“That could not be for some time, at least,” said Mildmay, with a laugh; “but I am not so disinterested in my visit as to have come merely to say good-bye. I wanted to speak to you about Brentburn.”

“Ah—oh,” said the Master; “to be sure, your living. You have been to see it? Well! and how do you think it will feel to be an orderly rector, setting a good example, instead of enjoying yourself, and collecting crockery here?”

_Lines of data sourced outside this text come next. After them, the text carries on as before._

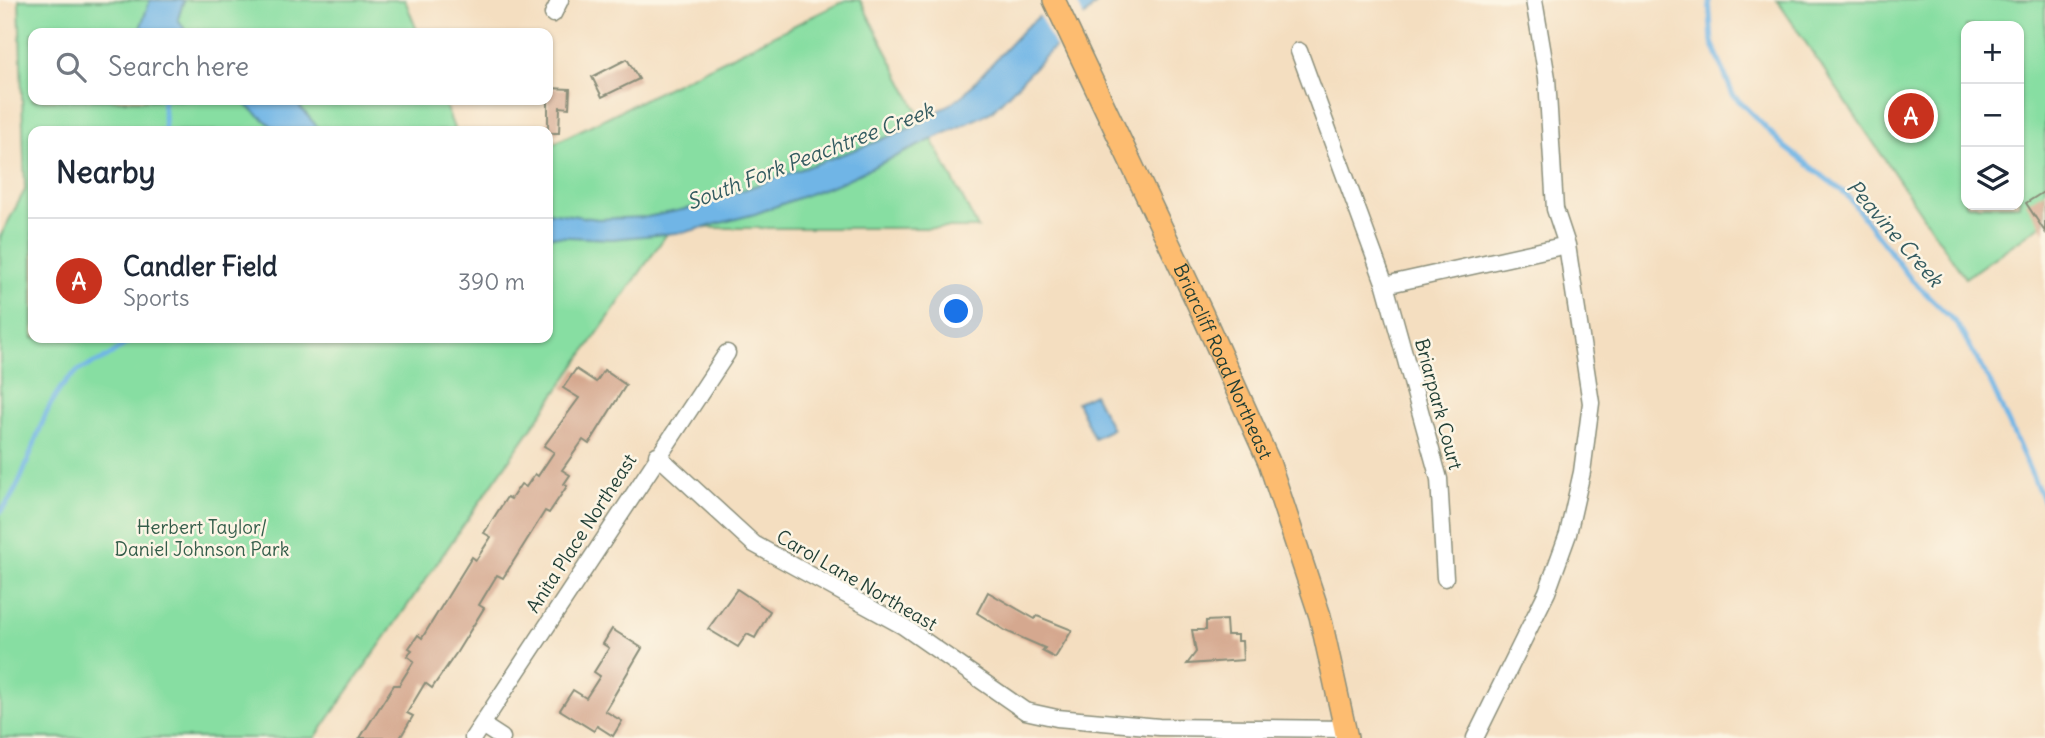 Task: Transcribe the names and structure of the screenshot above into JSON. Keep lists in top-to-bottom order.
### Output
{
  "streets": {
    "main road": ["Briarcliff Road Northeast"],
    "street": ["Briarpark Court", "Anita Place Northeast", "Carol Lane Northeast"]
  },
  "crossings": [
    ["Briarcliff Road Northeast", "Carol Lane Northeast"],
    ["Anita Place Northeast", "Carol Lane Northeast"]
  ],
  "water": ["South Fork Peachtree Creek", "Peavine Creek"],
  "parks": ["Herbert Taylor/ Daniel Johnson Park"],
  "page": {
    "map_buttons": ["+", "−"],
    "search": "Search here",
    "pins": "A",
    "heading": "Nearby",
    "list": [
      {
        "mark": "A",
        "name": "Candler Field",
        "note": "Sports",
        "value": "390 m"
      }
    ]
  }
} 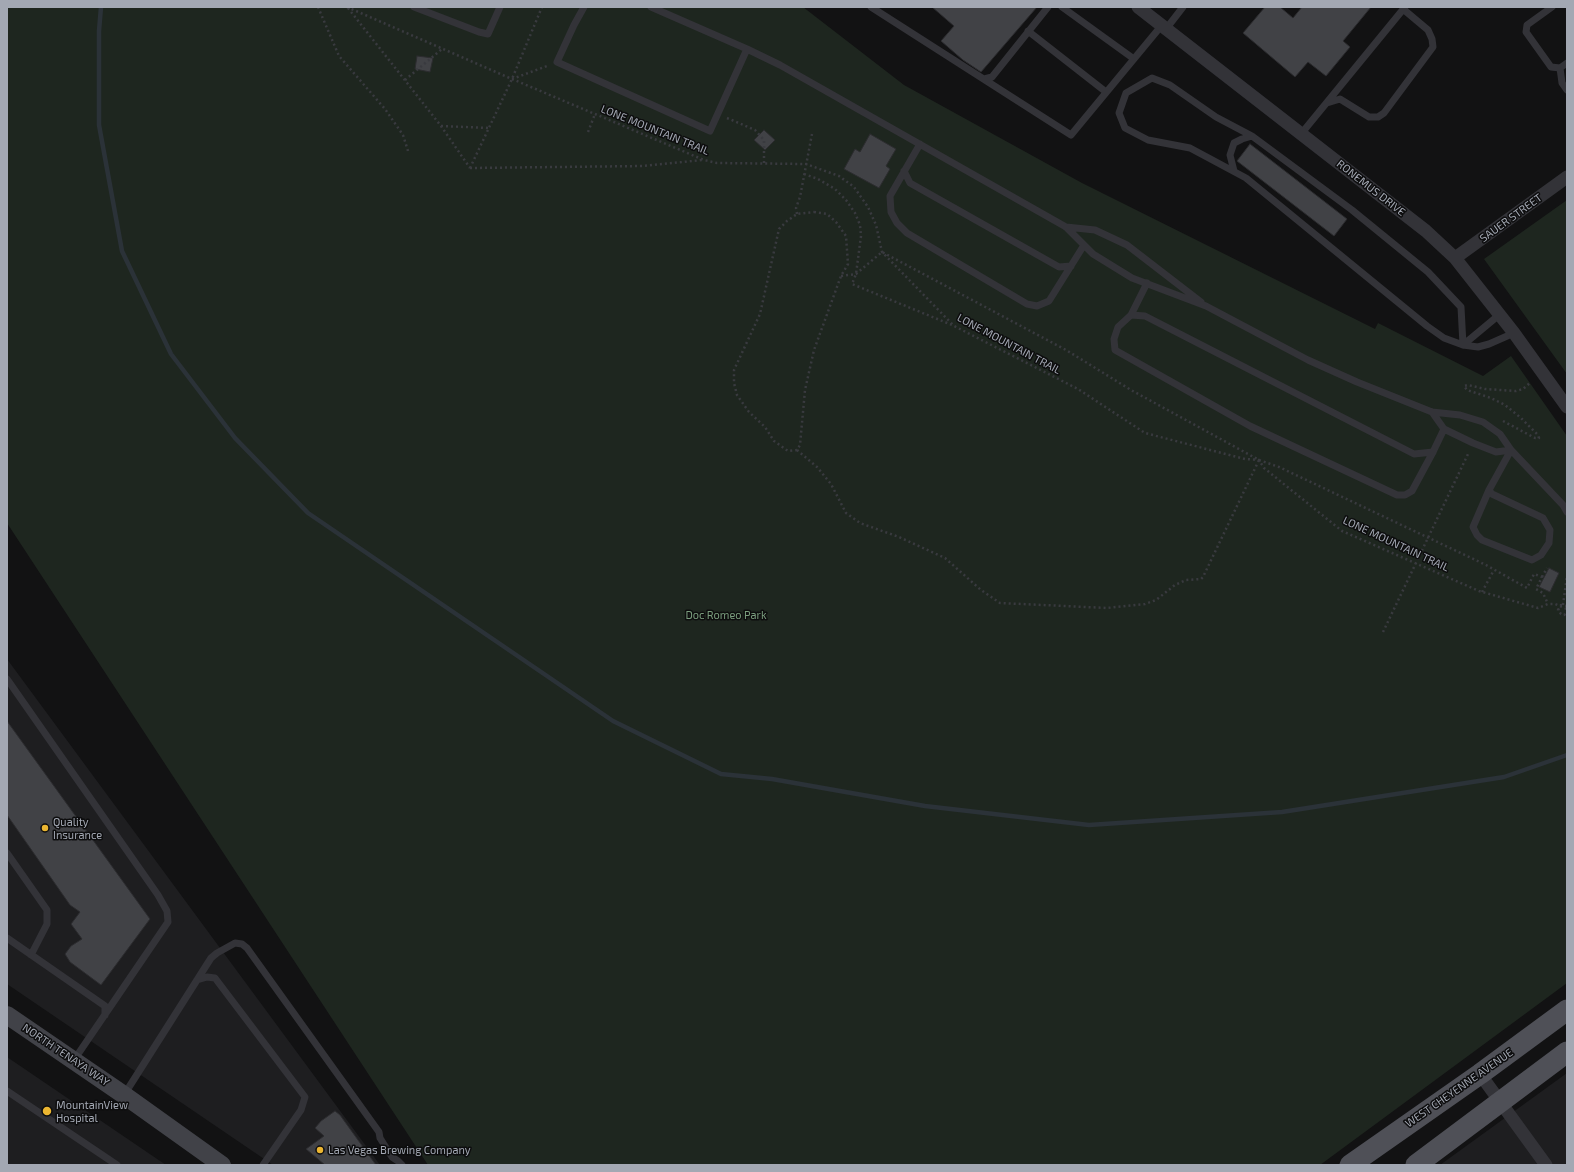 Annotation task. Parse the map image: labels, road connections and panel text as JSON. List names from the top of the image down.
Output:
{
  "streets": {
    "main road": ["NORTH TENAYA WAY", "WEST CHEYENNE AVENUE"],
    "street": ["RONEMUS DRIVE", "SAUER STREET"],
    "path": ["LONE MOUNTAIN TRAIL"]
  },
  "crossings": [
    ["RONEMUS DRIVE", "SAUER STREET"]
  ],
  "parks": ["Doc Romeo Park"],
  "places": ["Quality Insurance", "MountainView Hospital", "Las Vegas Brewing Company"]
} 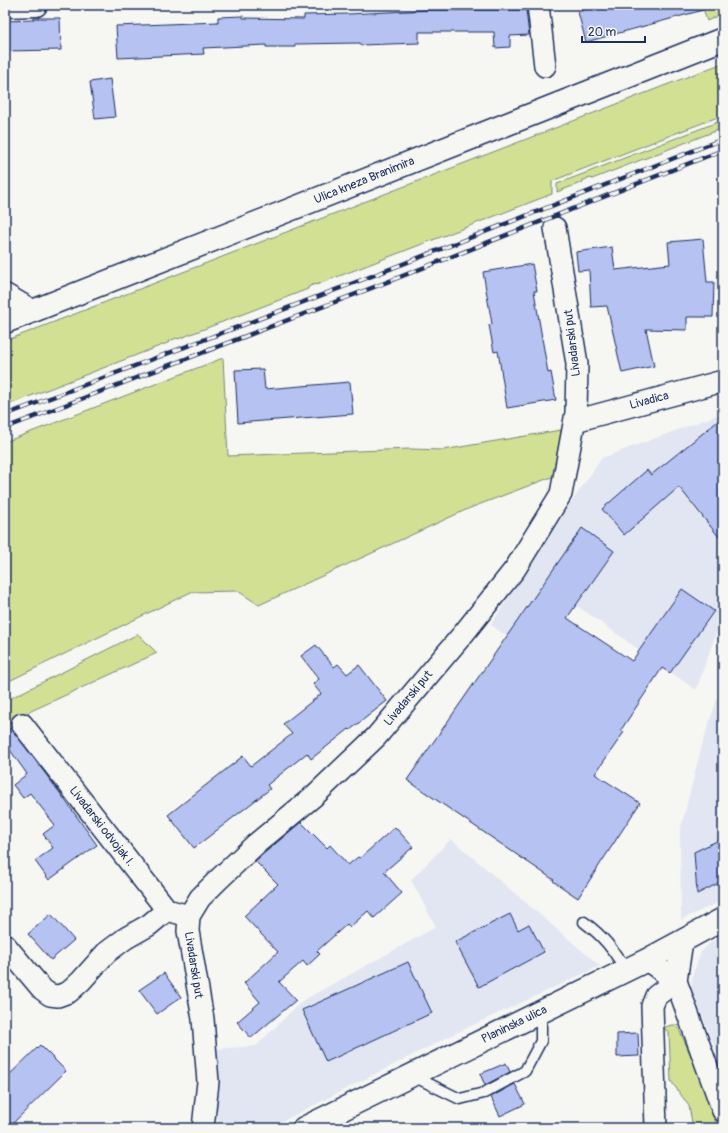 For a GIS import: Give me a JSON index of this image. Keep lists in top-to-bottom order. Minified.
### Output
{"streets":{"main road":["Ulica kneza Branimira","Planinska ulica"],"street":["Livadarski put","Livadica","Livadarski odvojak I."]},"crossings":[["Livadarski put","Livadica"]],"scale_bar":"20 m"} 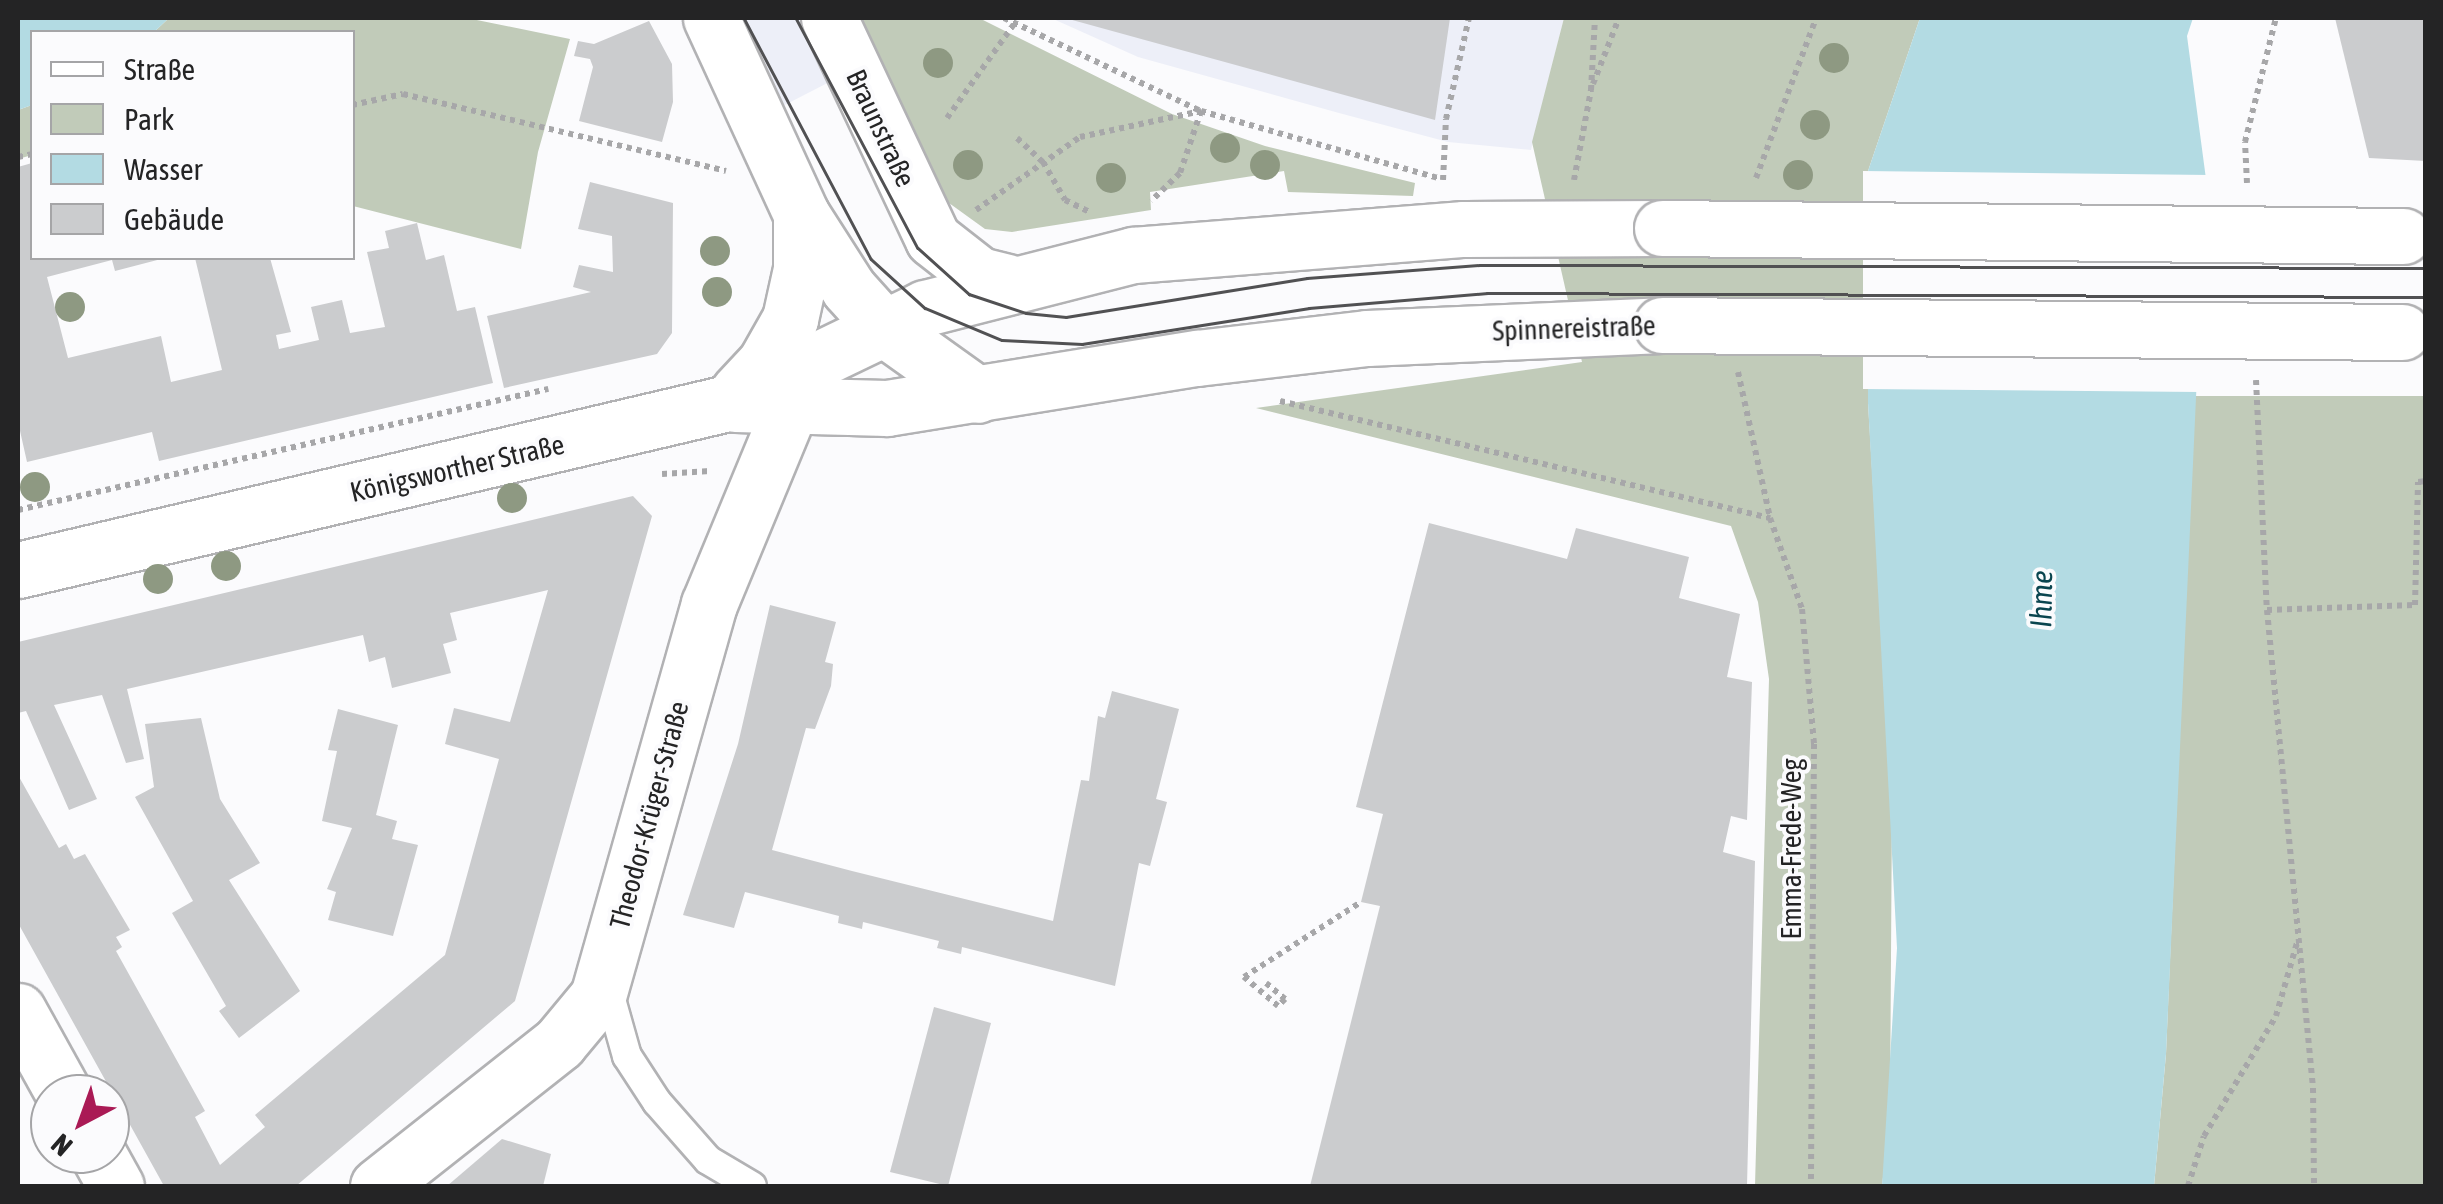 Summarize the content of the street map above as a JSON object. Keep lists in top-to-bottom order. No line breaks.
{"streets":{"street":["Braunstraße","Spinnereistraße","Königsworther Straße","Theodor-Krüger-Straße"],"path":["Emma-Frede-Weg"]},"crossings":[["Spinnereistraße","Königsworther Straße"],["Spinnereistraße","Theodor-Krüger-Straße"],["Königsworther Straße","Theodor-Krüger-Straße"]],"water":["Ihme"],"legend":["Straße","Park","Wasser","Gebäude"],"north":"bottom left"} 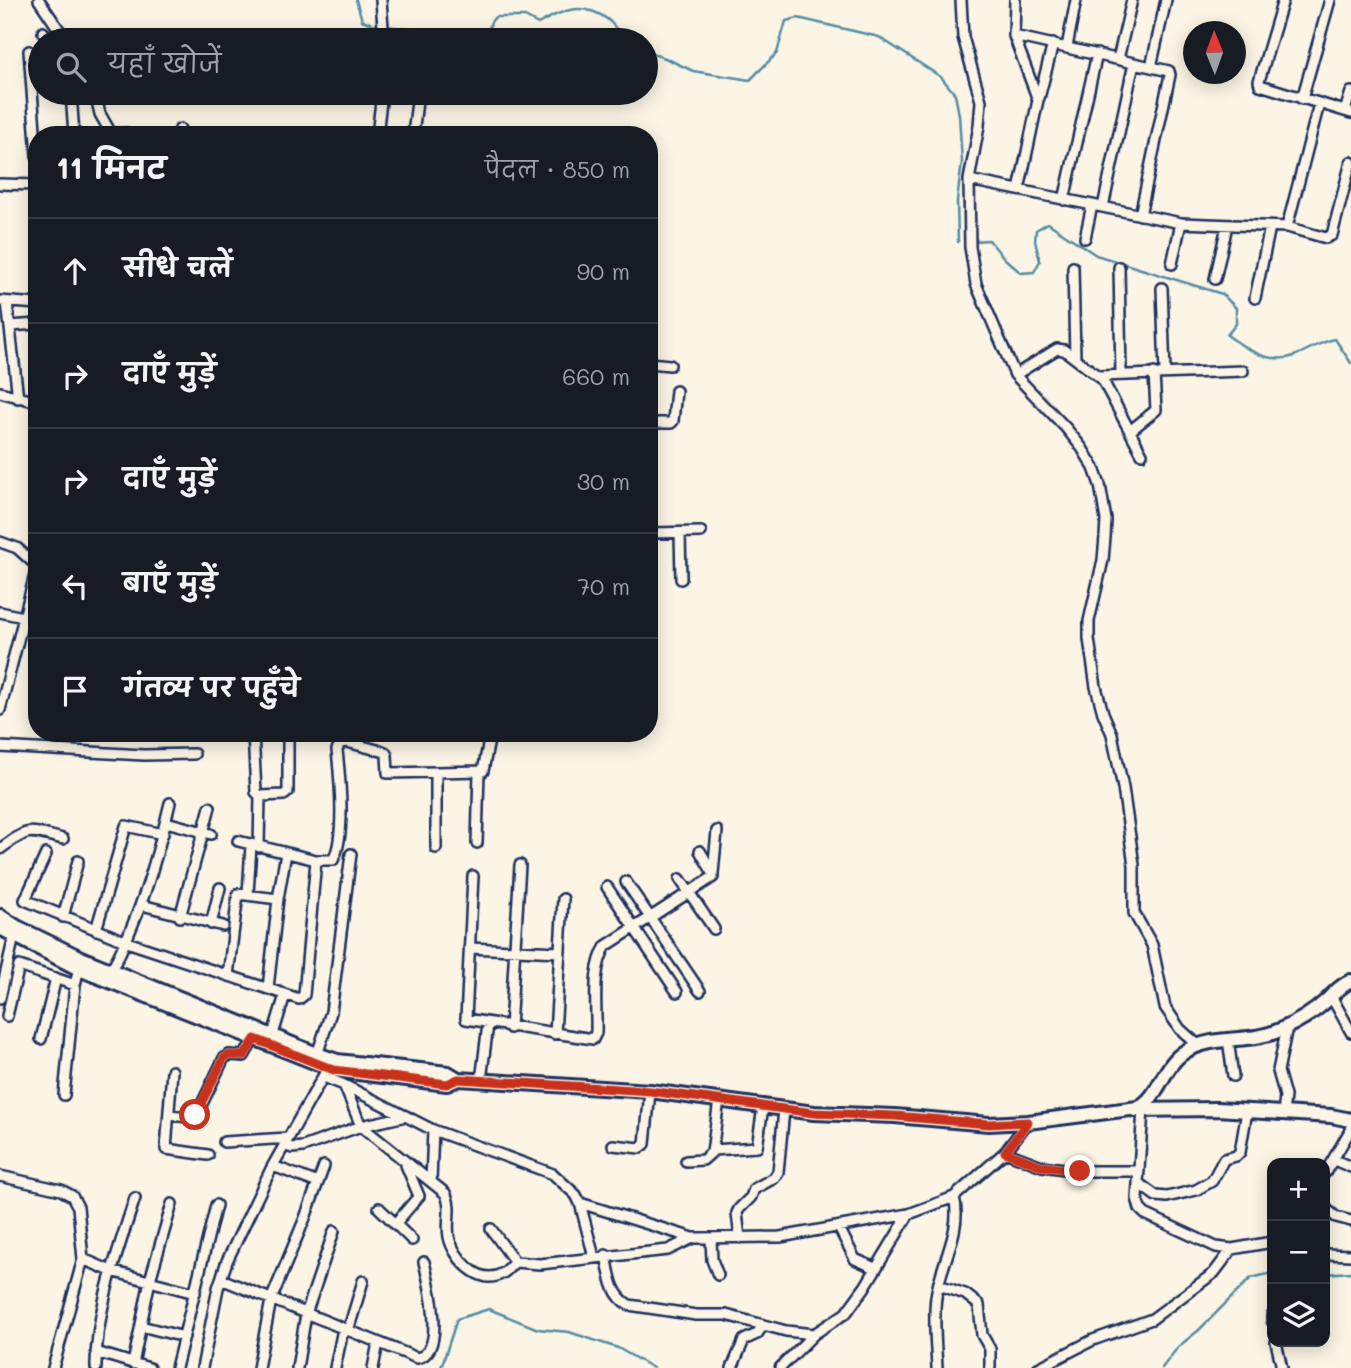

That was a cruel speech, and Mildmay grew red at the unworthy title crockery; but the Master’s savage sentiments on this subject were known. What is a man with eight children to be expected to know about rare china?

“I believe there are much better collections than mine in some country rectories,” he said; “but, never mind; I want to speak to you of something more interesting than crockery. I do not think I can take Brentburn.

The Master framed his lips into that shape which in a profane and secular person would have produced a whistle of surprise. “So!” he said, “you don’t like it? But I thought you were set upon it. All the better for poor Ruffhead, who will now be able to marry after all.”

“That is just what I wanted to speak to you about,” said Mildmay, embarrassed. “I don’t want it to fall to Ruffhead. Listen, before you say anything! I don’t want to play the part of the dog in the manger. Ruffhead is young, and so am I; but, my dear Master, listen to me. The curate in charge, Mr. St. John, is not young; he has been twenty years at Brentburn, a laborious excellent clergyman. Think how it would look in any other profession, if either Ruffhead or I should thus step over his head.”

“The curate in charge!” said the Master, bewildered. “What are you talking about? What has he to do with it? I know nothing about your curate in charge.”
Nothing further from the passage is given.